▶ _What you are asked to do_
Make an exact copy of the lines from the top of the entries below through the line with "Input: one rendered". Leave all pictures out.

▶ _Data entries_
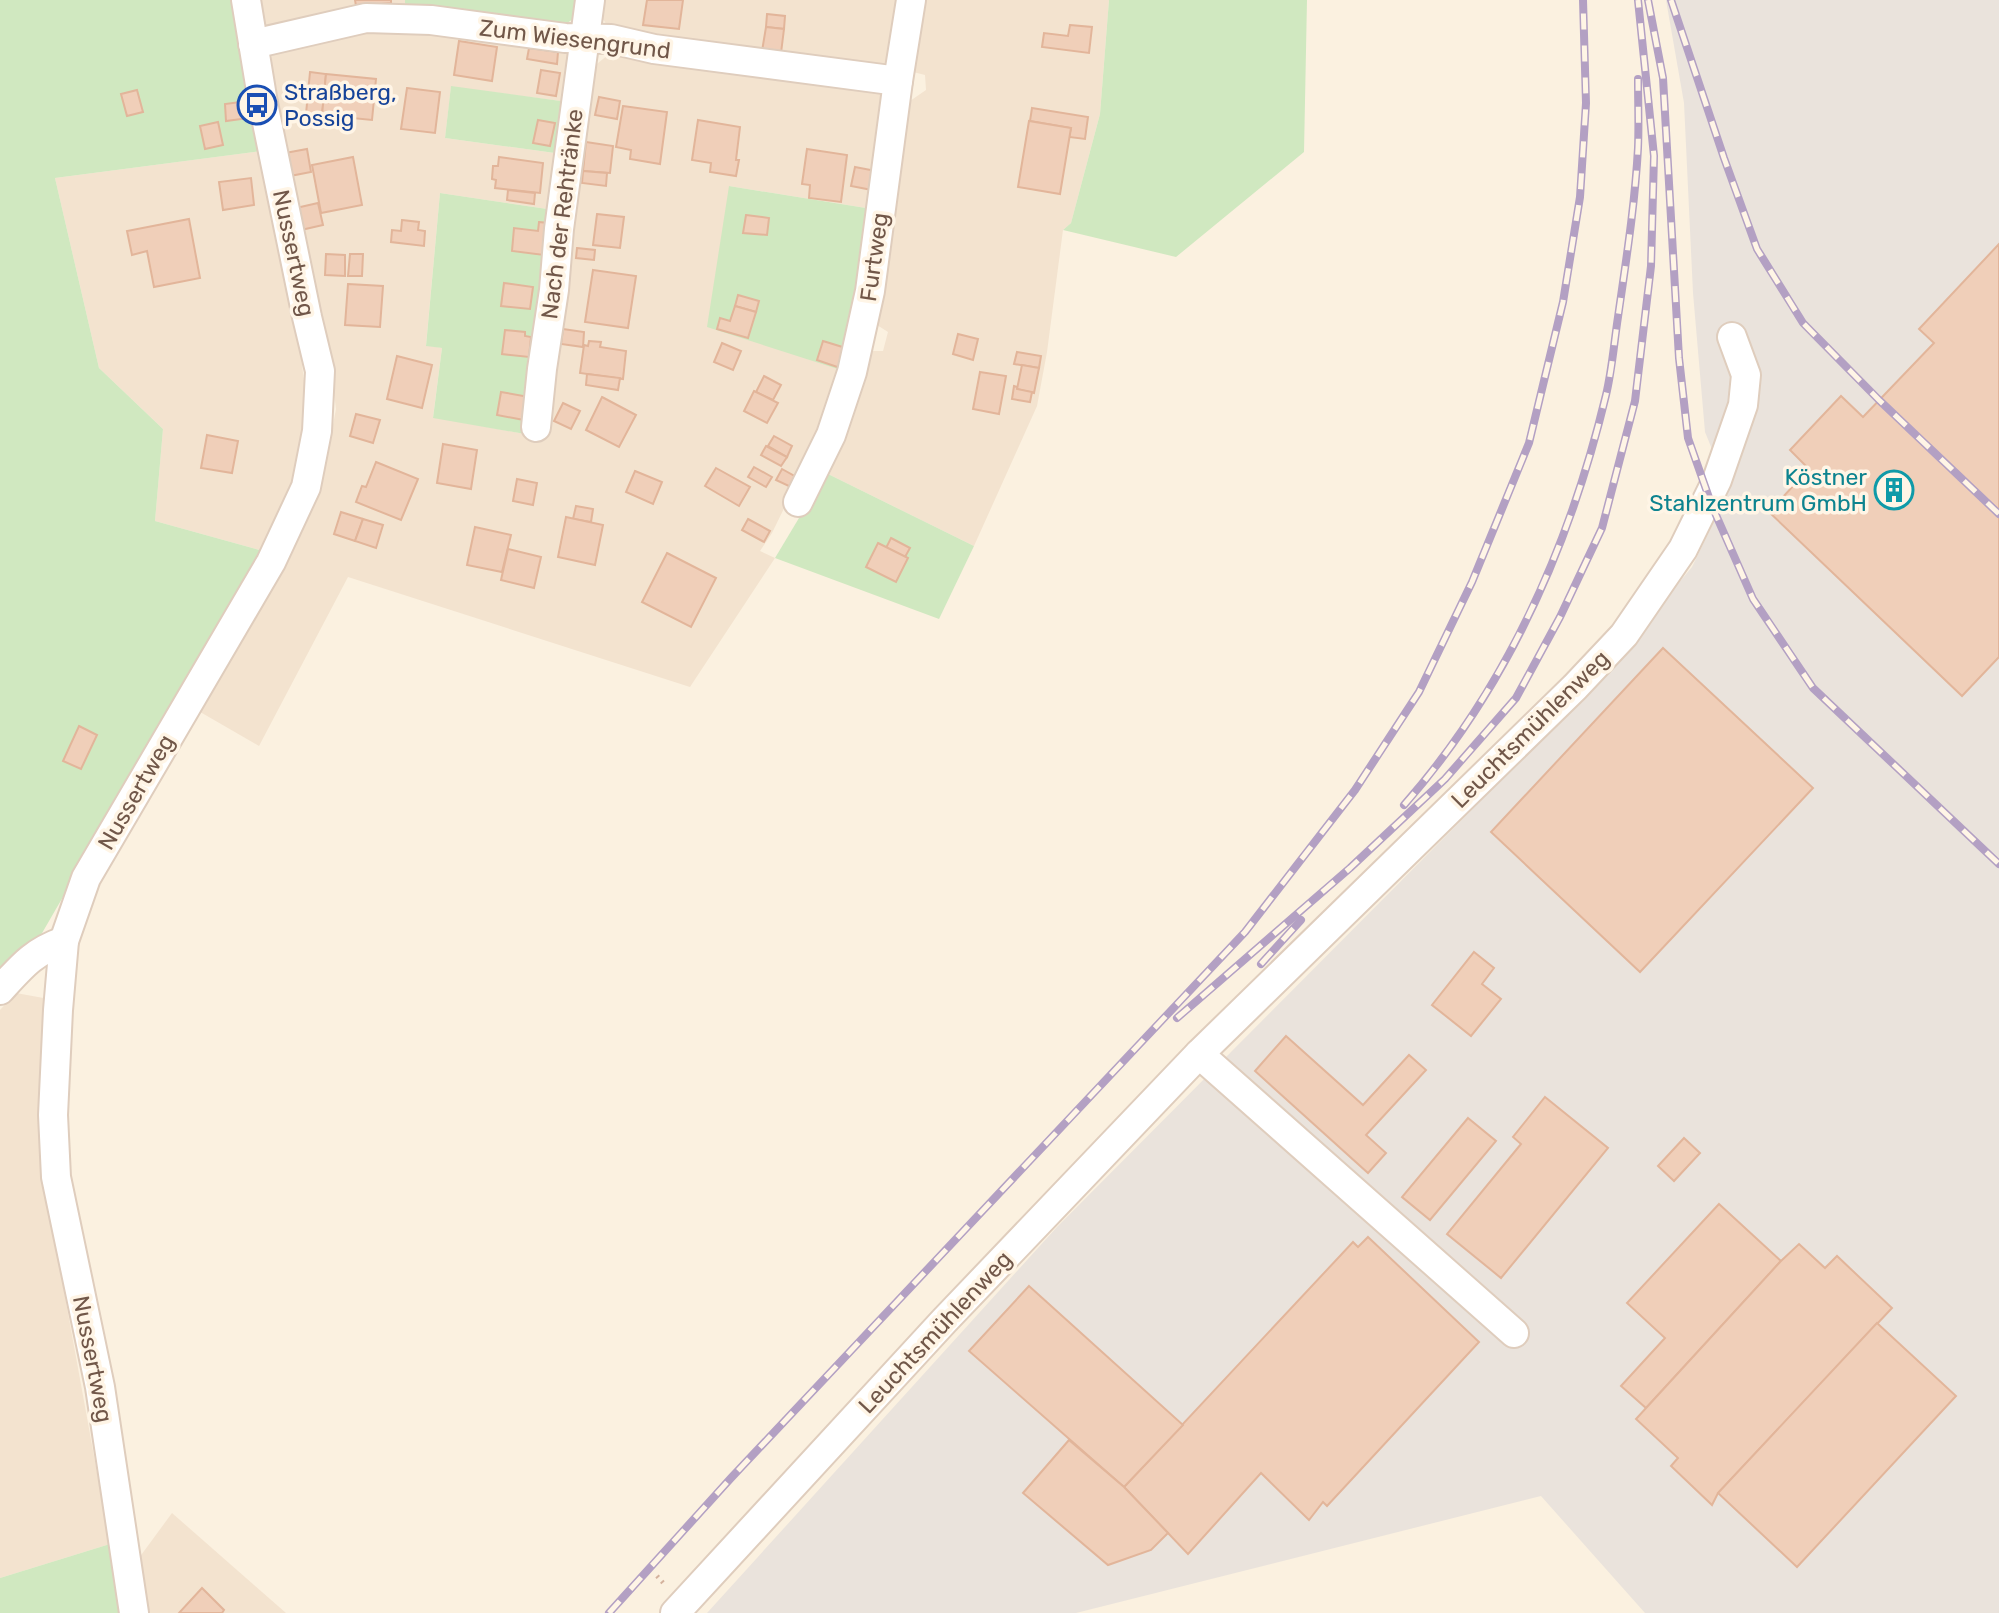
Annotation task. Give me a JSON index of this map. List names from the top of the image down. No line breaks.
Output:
{"streets":{"street":["Zum Wiesengrund","Nach der Rehtränke","Nussertweg","Furtweg","Leuchtsmühlenweg"]},"crossings":[["Zum Wiesengrund","Nach der Rehtränke"],["Zum Wiesengrund","Nussertweg"],["Zum Wiesengrund","Furtweg"]],"places":{"bus stop":["Straßberg, Possig"],"building":["Köstner Stahlzentrum GmbH"]}}
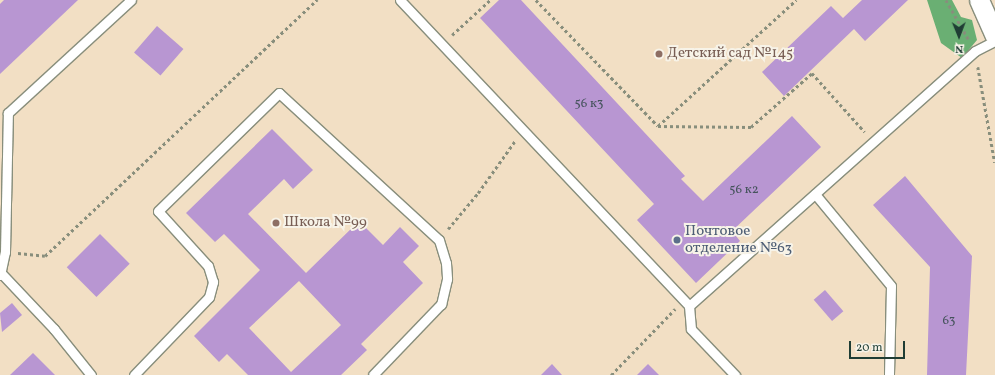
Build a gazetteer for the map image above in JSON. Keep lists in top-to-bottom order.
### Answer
{
  "places": ["Детский сад №145", "Школа №99", "Почтовое отделение №63"],
  "house_numbers": ["56 к3", "56 к2", "63"],
  "scale_bar": "20 m",
  "north": "bottom"
}
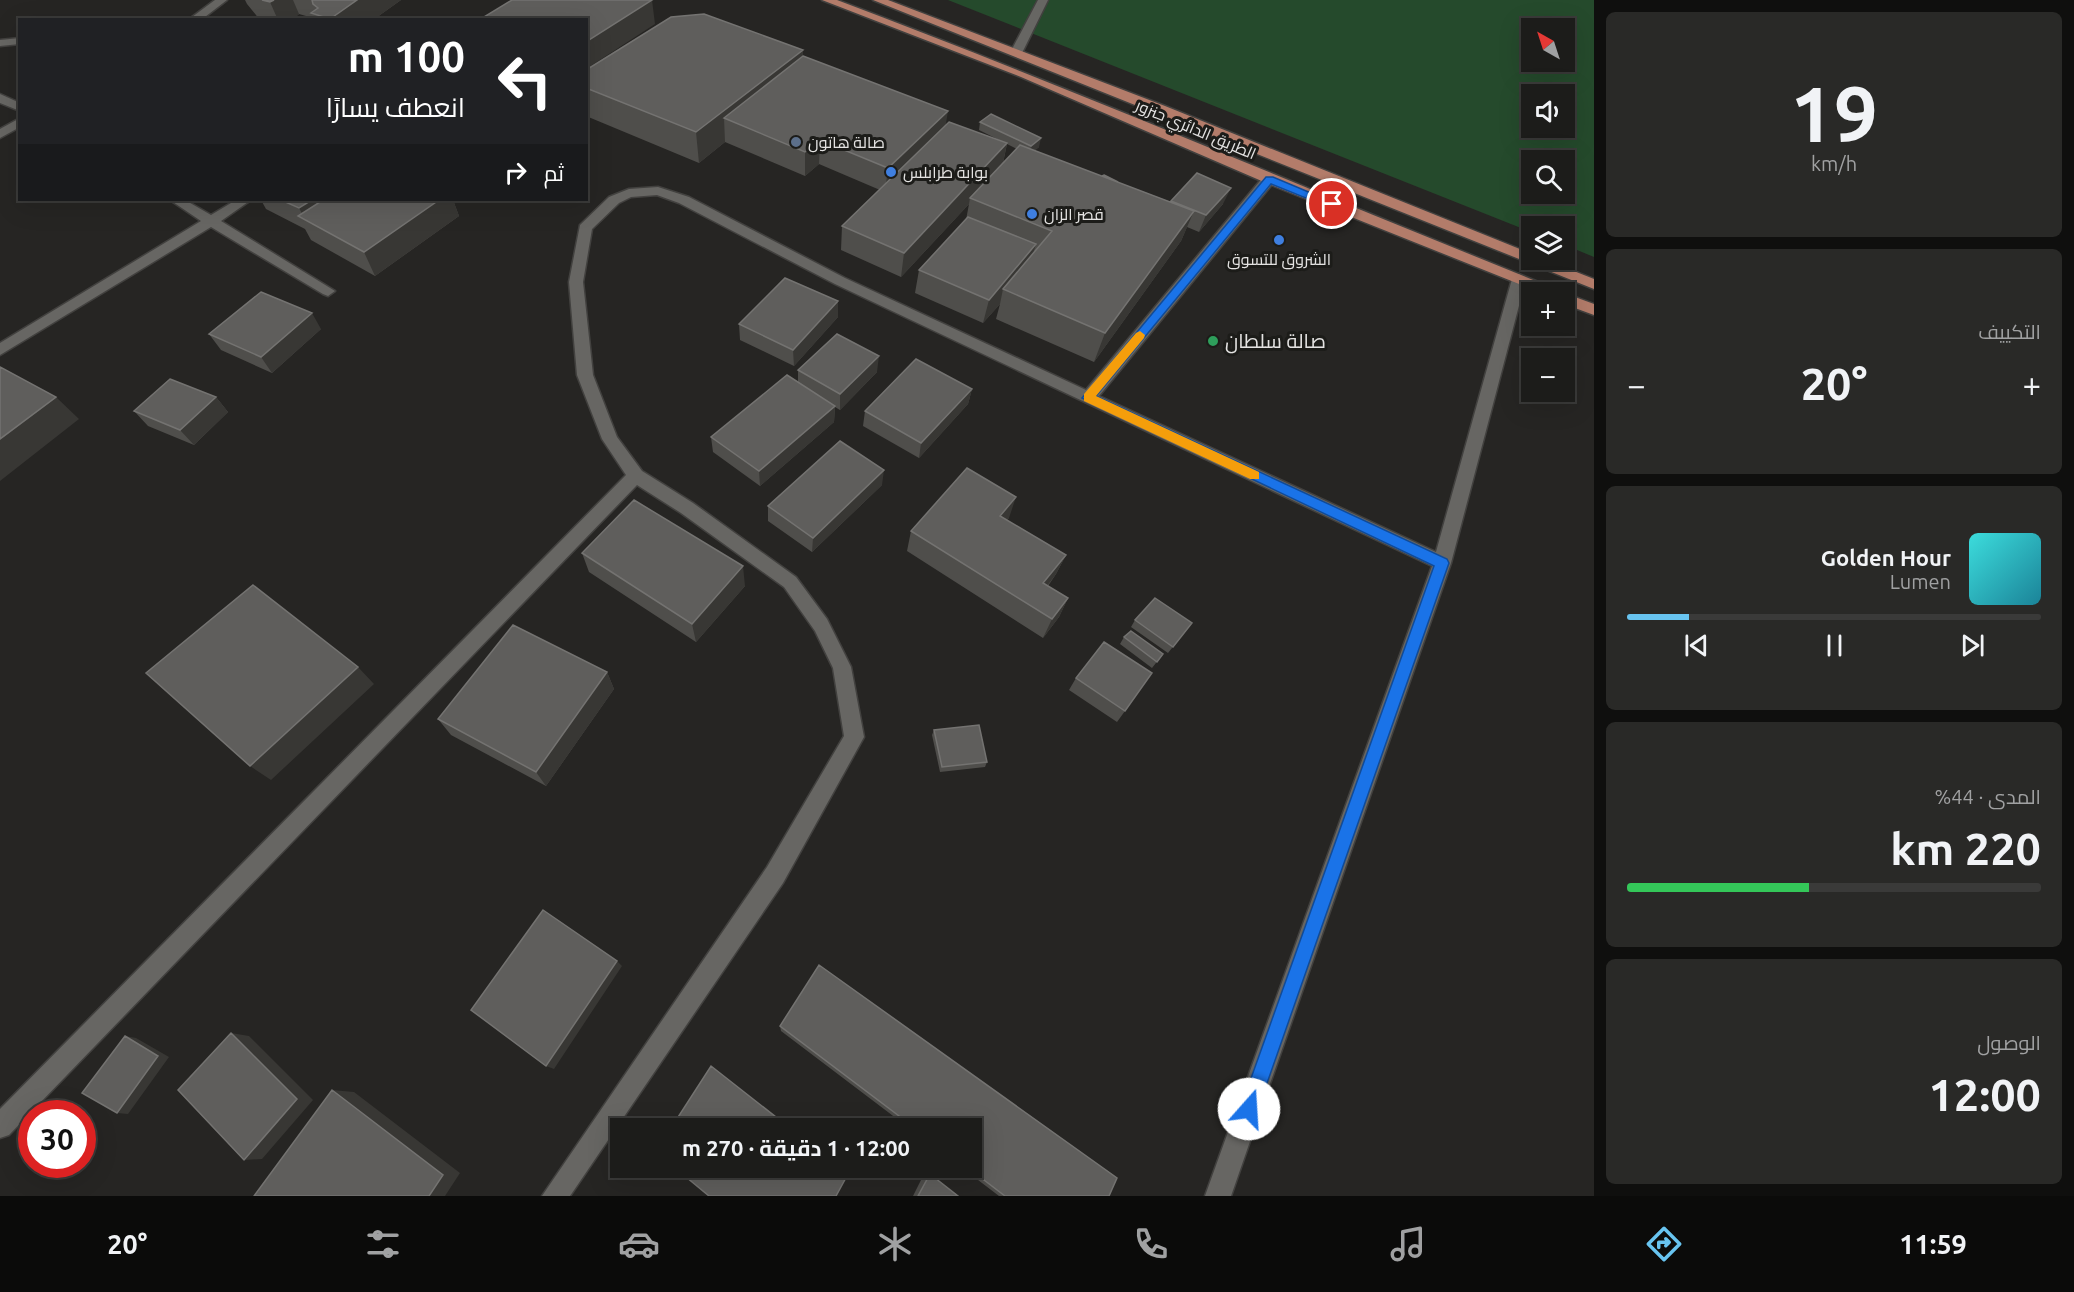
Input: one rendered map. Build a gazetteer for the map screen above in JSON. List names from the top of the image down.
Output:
{
  "streets": {
    "main road": ["الطريق الدائري جنزور"]
  },
  "places": [
    "صالة هاتون",
    "بوابة طرابلس",
    "قصر الزان",
    "الشروق للتسوق",
    "صالة سلطان"
  ],
  "north": "top left",
  "page": {
    "tile": [
      ["19", "km/h"],
      "التكييف",
      ["المدى · 44%", "220 km"],
      ["الوصول", "12:00"]
    ],
    "map_buttons": ["+", "−"],
    "turn": ["100 m", "انعطف يسارًا"],
    "then": "ثم",
    "heat": ["−", "20°", "+"],
    "song": ["Golden Hour", "Lumen"],
    "limit": "30",
    "trip": "12:00 · 1 دقيقة · 270 m",
    "tabs": ["11:59", "20°"]
  }
}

▶ _Expected output_
Annotation task. Give me a JSON index of this map. List names from the top of the image down. No line breaks.
Output:
{"streets":{"street":["Zum Wiesengrund","Nach der Rehtränke","Nussertweg","Furtweg","Leuchtsmühlenweg"]},"crossings":[["Zum Wiesengrund","Nach der Rehtränke"],["Zum Wiesengrund","Nussertweg"],["Zum Wiesengrund","Furtweg"]],"places":{"bus stop":["Straßberg, Possig"],"building":["Köstner Stahlzentrum GmbH"]}}
Build a gazetteer for the map image above in JSON. Keep lists in top-to-bottom order.
### Answer
{
  "places": ["Детский сад №145", "Школа №99", "Почтовое отделение №63"],
  "house_numbers": ["56 к3", "56 к2", "63"],
  "scale_bar": "20 m",
  "north": "bottom"
}
Input: one rendered map. Build a gazetteer for the map screen above in JSON. List names from the top of the image down.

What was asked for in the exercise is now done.